## Problem to work on
Return all of the data below verbatim and exclude every picture.
#### Provided information
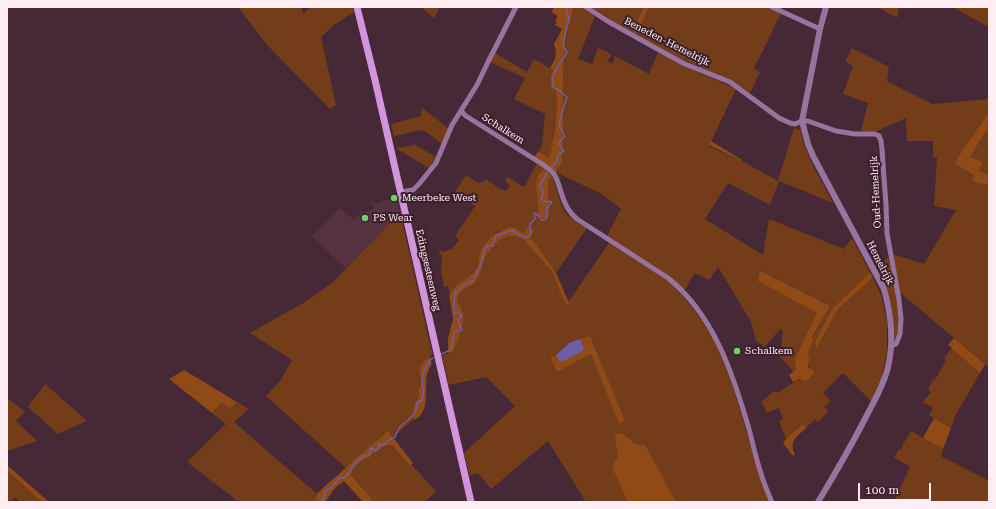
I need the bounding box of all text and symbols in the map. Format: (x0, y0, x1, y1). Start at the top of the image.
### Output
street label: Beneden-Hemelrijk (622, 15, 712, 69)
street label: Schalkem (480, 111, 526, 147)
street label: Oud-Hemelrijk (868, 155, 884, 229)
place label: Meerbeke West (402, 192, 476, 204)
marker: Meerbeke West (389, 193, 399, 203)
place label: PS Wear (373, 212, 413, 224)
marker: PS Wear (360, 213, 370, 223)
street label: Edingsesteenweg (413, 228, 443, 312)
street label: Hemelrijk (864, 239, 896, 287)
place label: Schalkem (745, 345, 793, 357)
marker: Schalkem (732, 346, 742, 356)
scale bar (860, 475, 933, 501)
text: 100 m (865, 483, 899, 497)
########
## Answer below
I need the bounding box of all text and symbols in the map. Format: (x0, y0, x1, y1). Start at the top of the image.
### Output
street label: Beneden-Hemelrijk (622, 15, 712, 69)
street label: Schalkem (480, 111, 526, 147)
street label: Oud-Hemelrijk (868, 155, 884, 229)
place label: Meerbeke West (402, 192, 476, 204)
marker: Meerbeke West (389, 193, 399, 203)
place label: PS Wear (373, 212, 413, 224)
marker: PS Wear (360, 213, 370, 223)
street label: Edingsesteenweg (413, 228, 443, 312)
street label: Hemelrijk (864, 239, 896, 287)
place label: Schalkem (745, 345, 793, 357)
marker: Schalkem (732, 346, 742, 356)
scale bar (860, 475, 933, 501)
text: 100 m (865, 483, 899, 497)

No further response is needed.